A main shortcoming of the standard HDX‐MS workflow is that the bottom‐up analysis is performed in H2O‐based solvents, so the deuterium uptake may be partially mitigated by deuterium‐to‐hydrogen back exchange. In view of this obstacle, it is clear that increasing speed and efficiency of the bottom‐up analysis has been a key to make HDX‐MS a broadly applicable strategy (Konermann et al, 2011; Walters et al, 2012). This has been achieved by automating large parts of the HDX‐MS analysis workflow. In a state‐of‐the‐art HDX‐MS experiment, the quenched reaction mix is subjected to on‐column digestion with an immobilized acid‐stable protease (mostly pepsin), peptides are separated using a miniaturized reversed‐phase liquid chromatography system, and mass analysis is performed on a tandem‐MS platform, all of which are often coupled online. Further advances—like online reduction of protein disulfide bonds prior to digestion (Trabjerg et al, 2015), ETD‐based peptide fragmentation to monitor residue‐specific deuterium uptake (Zehl et al, 2008), and sophisticated software tools for peptide mapping, data analysis, and structural interpretation (Slysz et al, 2009; Kan et al, 2011; Pascal et al, 2012; Rey et al, 2014)—have additionally streamlined the HDX‐MS workflow.

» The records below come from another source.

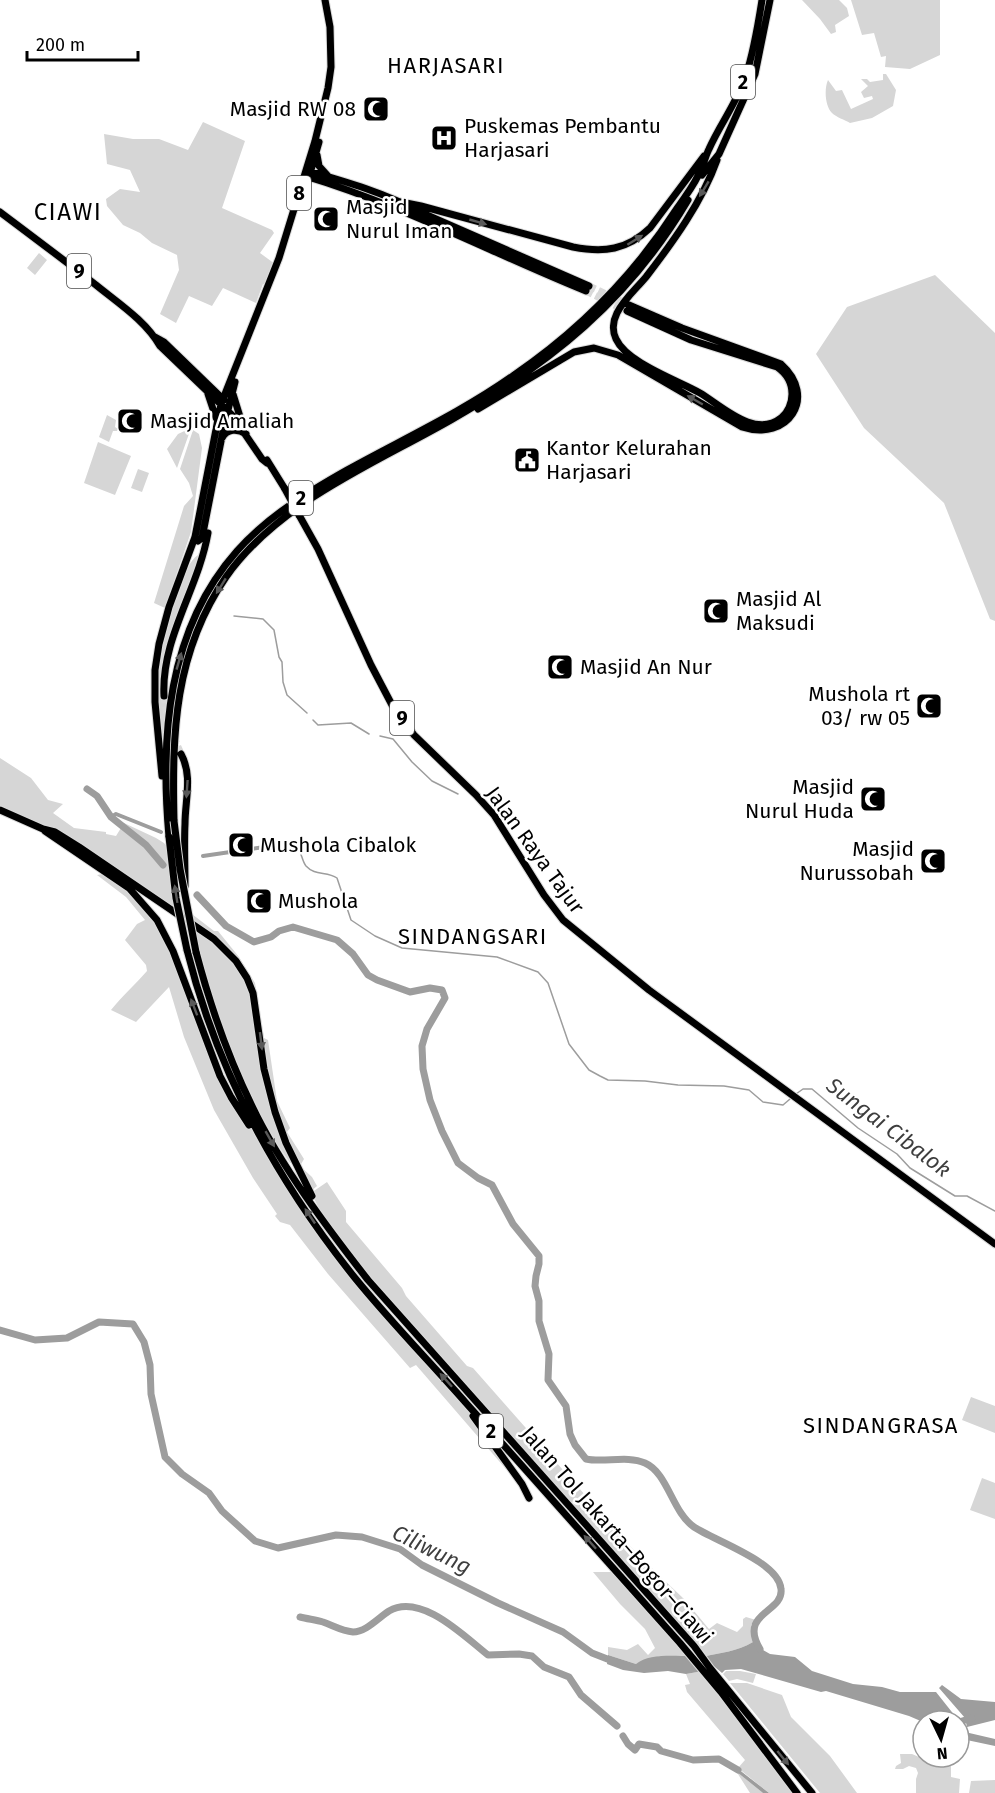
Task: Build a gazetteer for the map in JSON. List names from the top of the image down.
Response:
{
  "streets": {
    "highway": [
      "2",
      "8",
      "9",
      "Jalan Raya Tajur",
      "Jalan Tol Jakarta–Bogor–Ciawi"
    ]
  },
  "crossings": [
    ["2", "8"],
    ["2", "Jalan Raya Tajur"],
    ["2", "Jalan Tol Jakarta–Bogor–Ciawi"],
    ["8", "Jalan Raya Tajur"]
  ],
  "districts": [
    "HARJASARI",
    "CIAWI",
    "SINDANGSARI",
    "SINDANGRASA"
  ],
  "water": ["Sungai Cibalok", "Ciliwung"],
  "places": {
    "mosque": [
      "Masjid RW 08",
      "Masjid Nurul Iman",
      "Masjid Amaliah",
      "Masjid Al Maksudi",
      "Masjid An Nur",
      "Mushola rt 03/ rw 05",
      "Masjid Nurul Huda",
      "Mushola Cibalok",
      "Masjid Nurussobah",
      "Mushola"
    ],
    "hospital": ["Puskemas Pembantu Harjasari"],
    "public building": ["Kantor Kelurahan Harjasari"]
  },
  "scale_bar": "200 m",
  "north": "bottom"
}
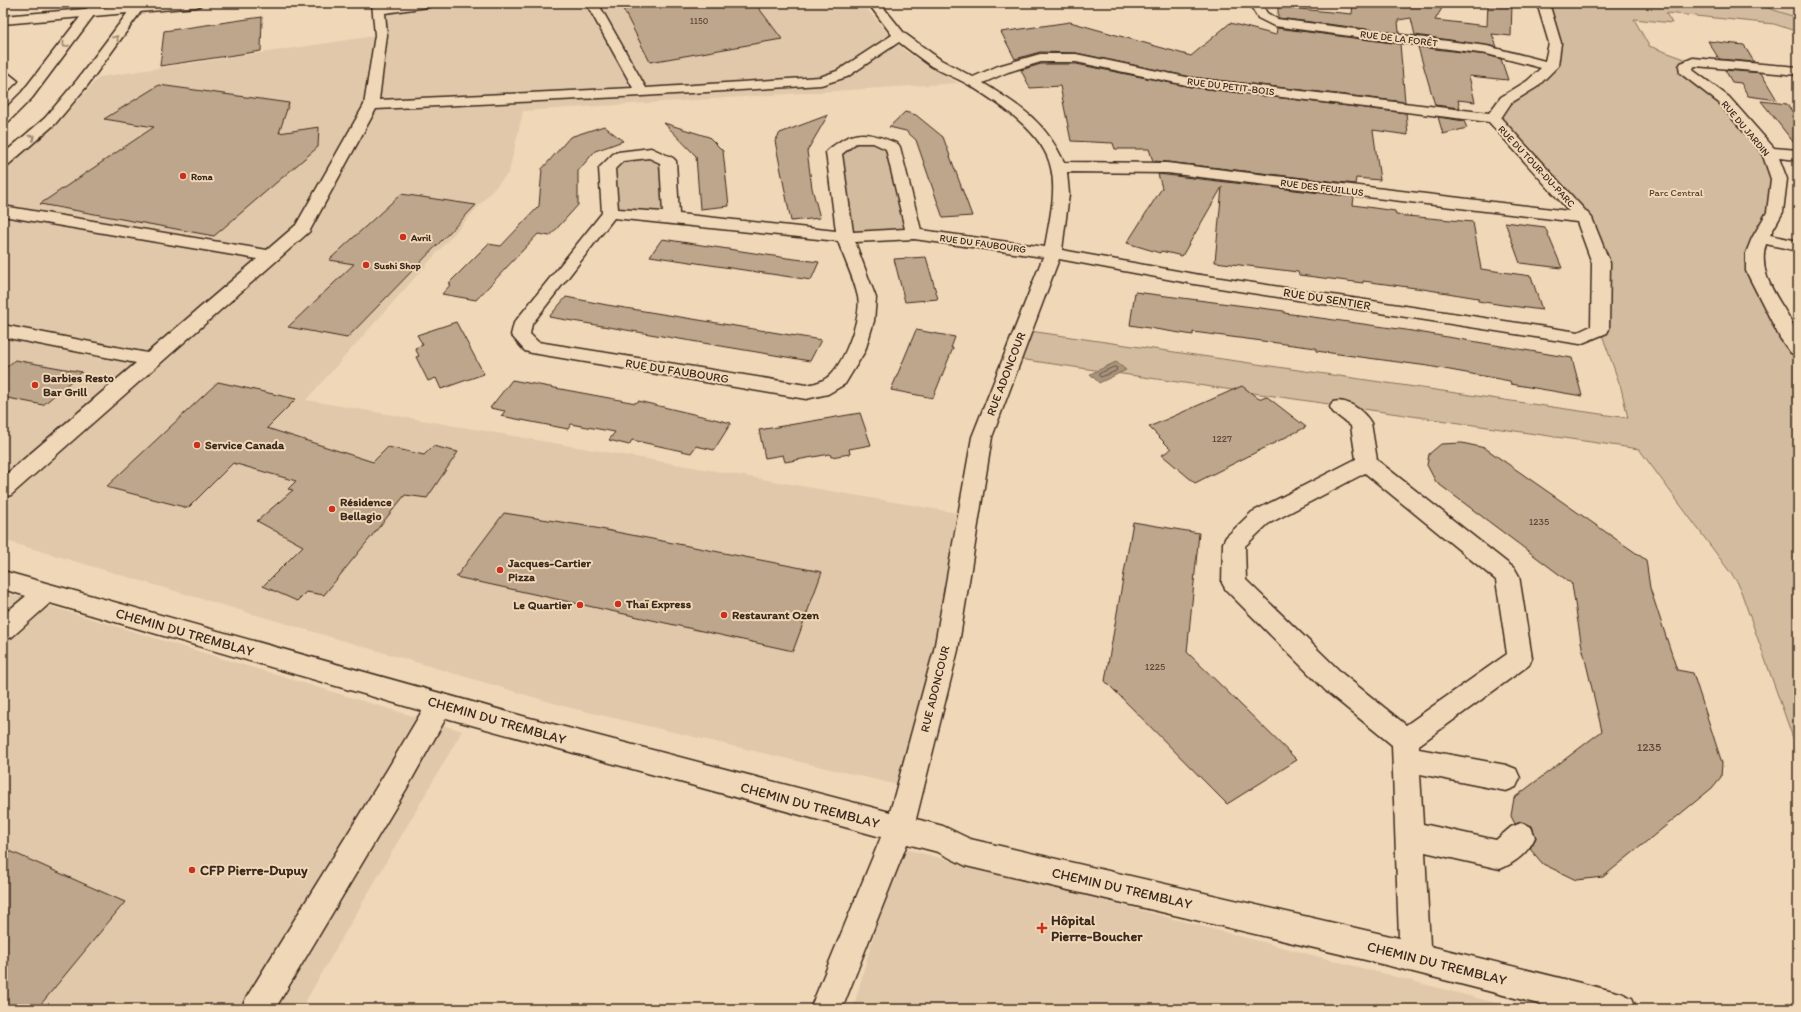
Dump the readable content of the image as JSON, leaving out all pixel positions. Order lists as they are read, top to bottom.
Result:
{
  "streets": {
    "street": [
      "RUE DE LA FORÊT",
      "RUE DU PETIT-BOIS",
      "RUE DU JARDIN",
      "RUE DU TOUR-DU-PARC",
      "RUE DES FEUILLUS",
      "RUE DU FAUBOURG",
      "RUE DU SENTIER",
      "RUE ADONCOUR",
      "CHEMIN DU TREMBLAY"
    ]
  },
  "crossings": [
    ["RUE DE LA FORÊT", "RUE DU TOUR-DU-PARC"],
    ["RUE DU PETIT-BOIS", "RUE DU TOUR-DU-PARC"],
    ["RUE DU PETIT-BOIS", "RUE ADONCOUR"],
    ["RUE DU TOUR-DU-PARC", "RUE DES FEUILLUS"],
    ["RUE DU TOUR-DU-PARC", "RUE DU SENTIER"],
    ["RUE DES FEUILLUS", "RUE ADONCOUR"],
    ["RUE DU FAUBOURG", "RUE DU SENTIER"],
    ["RUE DU FAUBOURG", "RUE ADONCOUR"],
    ["RUE DU SENTIER", "RUE ADONCOUR"],
    ["RUE ADONCOUR", "CHEMIN DU TREMBLAY"]
  ],
  "parks": ["Parc Central"],
  "places": {
    "other": [
      "Rona",
      "Avril",
      "Sushi Shop",
      "Barbies Resto Bar Grill",
      "Service Canada",
      "Résidence Bellagio",
      "Jacques-Cartier Pizza",
      "Thaï Express",
      "Le Quartier",
      "Restaurant Ozen",
      "CFP Pierre-Dupuy"
    ],
    "health": ["Hôpital Pierre-Boucher"]
  },
  "house_numbers": [
    "1150",
    "1227",
    "1235",
    "1225",
    "1235"
  ]
}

Nowadays, HDX‐MS is applicable to biomolecular systems that are hardly tractable by other techniques. For example, HDX‐MS has become increasingly popular to study the structural biology of membrane proteins, shedding light on interactions of membrane receptors (Chung et al, 2011; Shukla et al, 2014), conformational dynamics of membrane proteins (Vahidi et al, 2016), or protein–membrane interactions (Rostislavleva et al, 2015). Moreover, HDX‐MS is a particularly powerful approach to study the interactions of chaperones and their folding substrates. Such investigations are complicated by the fact that specific and non‐specific chaperone–substrate interactions and intra‐substrate interactions, all of which change dynamically during the folding process, have to be discerned. This complex interplay of events is exemplified by the interaction between the histone H2A‐H2B heterodimer and its chaperone Nap1, recently studied by HDX‐MS (D'Arcy et al, 2013). In this study, Nap1 was shown to confine the conformational flexibility of H2A‐H2B, transforming their partially disordered histone fold domains into a more folded conformation. At the same time, the Nap1/H2A‐H2B binding interface was mapped (shown in Fig 1) and, concomitant with protein complex formation, distinct cooperative unfolding events within both Nap1 and H2A‐H2B could be revealed. Another recent HDX‐MS investigation focused on chaperone‐dependent differences in the folding pathway of the TIM‐barrel protein DapA (Georgescauld et al, 2014). The authors demonstrated that DapA folds in a slow cooperative manner in the absence of the bacterial chaperone complex GroEL/GroES. When present, GroEL/GroES catalyzes the separate folding of individual DapA segments, thereby accelerating the folding process without specifically interacting with DapA. Intriguingly, a DapA homolog protein from a bacterium that lacks GroEL/GroES folds in a fast, segmental way even without the chaperone complex. These findings led to the hypothesis that segmental folding may be a general pathway for TIM‐barrel proteins, providing an evolutionary route toward GroEL/GroES independence.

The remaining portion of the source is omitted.